Fertility specialists derive enormous satisfaction from their work. Whereas many doctors are confronted daily with patients who are struggling against death, the fertility expert's stock-in-trade is the creation of life. It must be uplifting to arrive at work each morning and glance up at a wall filled with smiling family portraits that are the direct result of your professional endeavours.

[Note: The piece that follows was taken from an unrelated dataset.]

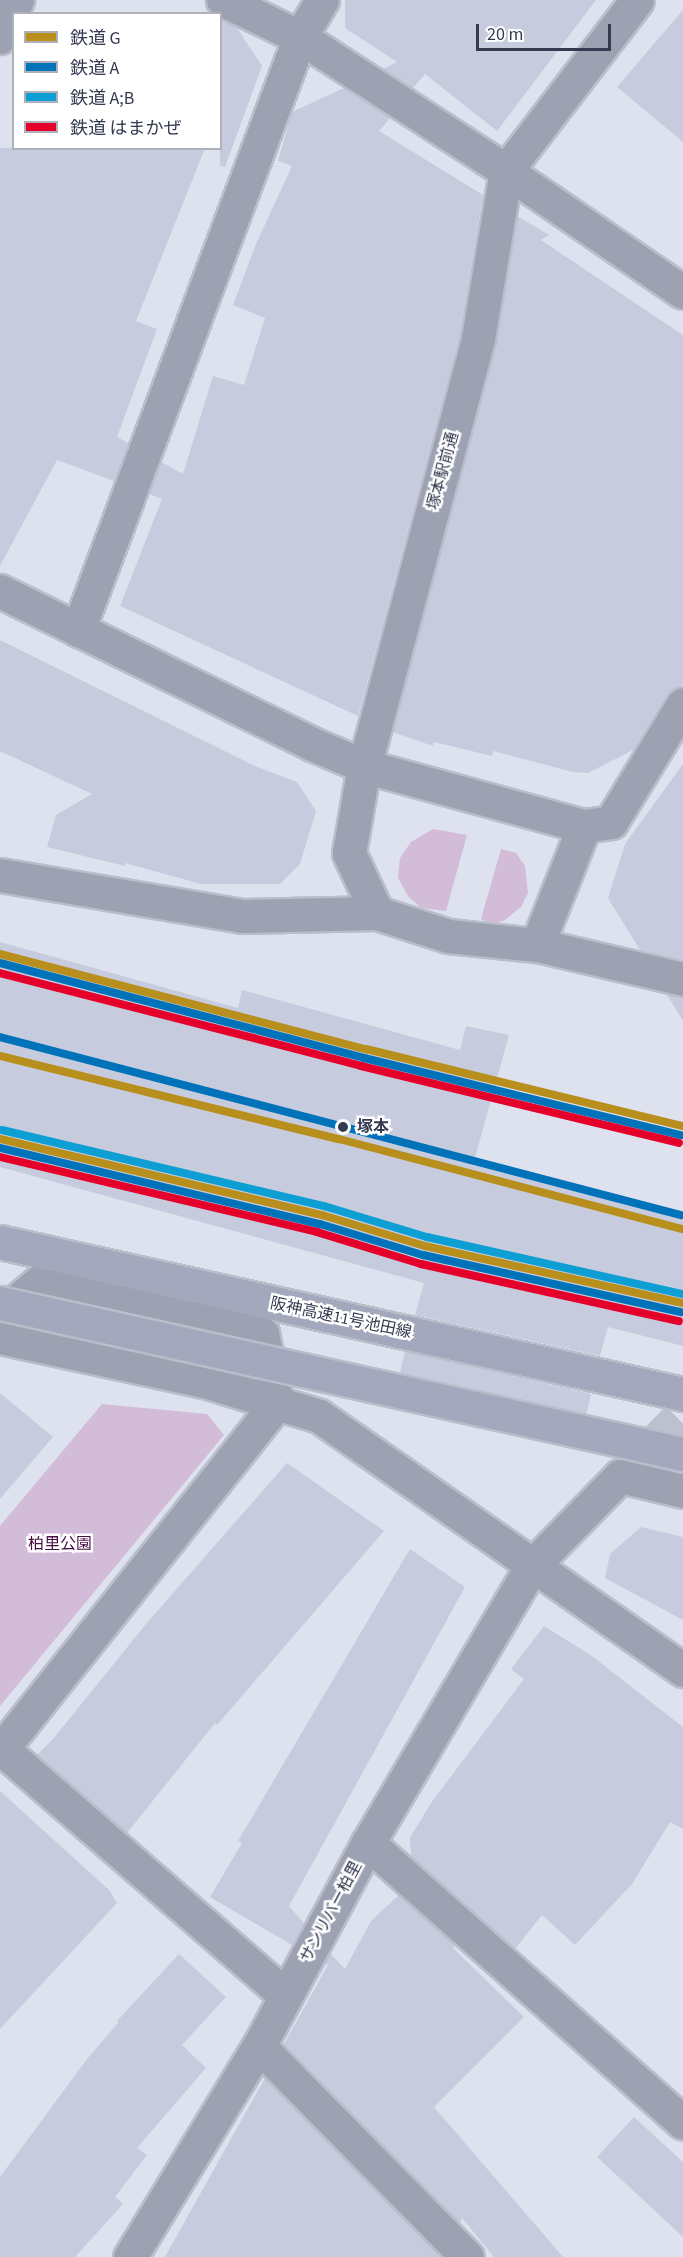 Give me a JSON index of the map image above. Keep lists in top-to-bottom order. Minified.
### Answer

But this emotional reward, along with the commercial pressures that bear on private reproductive clinics, means that caution is not always the watchword. Many clinics tout for business by quoting their success rate, so they are eager to adopt techniques that boost the chance of a successful pregnancy. At the same time, a desire to help more couples experience the joys of parenthood has led reproductive specialists to adopt more aggressive techniques to treat infertility. Intracytoplasmic sperm injection (ICSI), for instance, in which a sperm cell is injected directly into the egg, is now a routine procedure.

Some researchers are now starting to question the safety of ICSI and other techniques, claiming that they are linked with increased rates of birth defects and rare 'genetic imprinting' disorders (see page 656). This sounds alarming, but it's important to keep the fears in perspective. So far, the few studies done are mostly based on small sample sizes, and in some cases the findings are contested. Other studies on children conceived by assisted reproduction have found no evidence of any problems, and some developmental biologists see no reason to suppose that such techniques should pose a significant risk.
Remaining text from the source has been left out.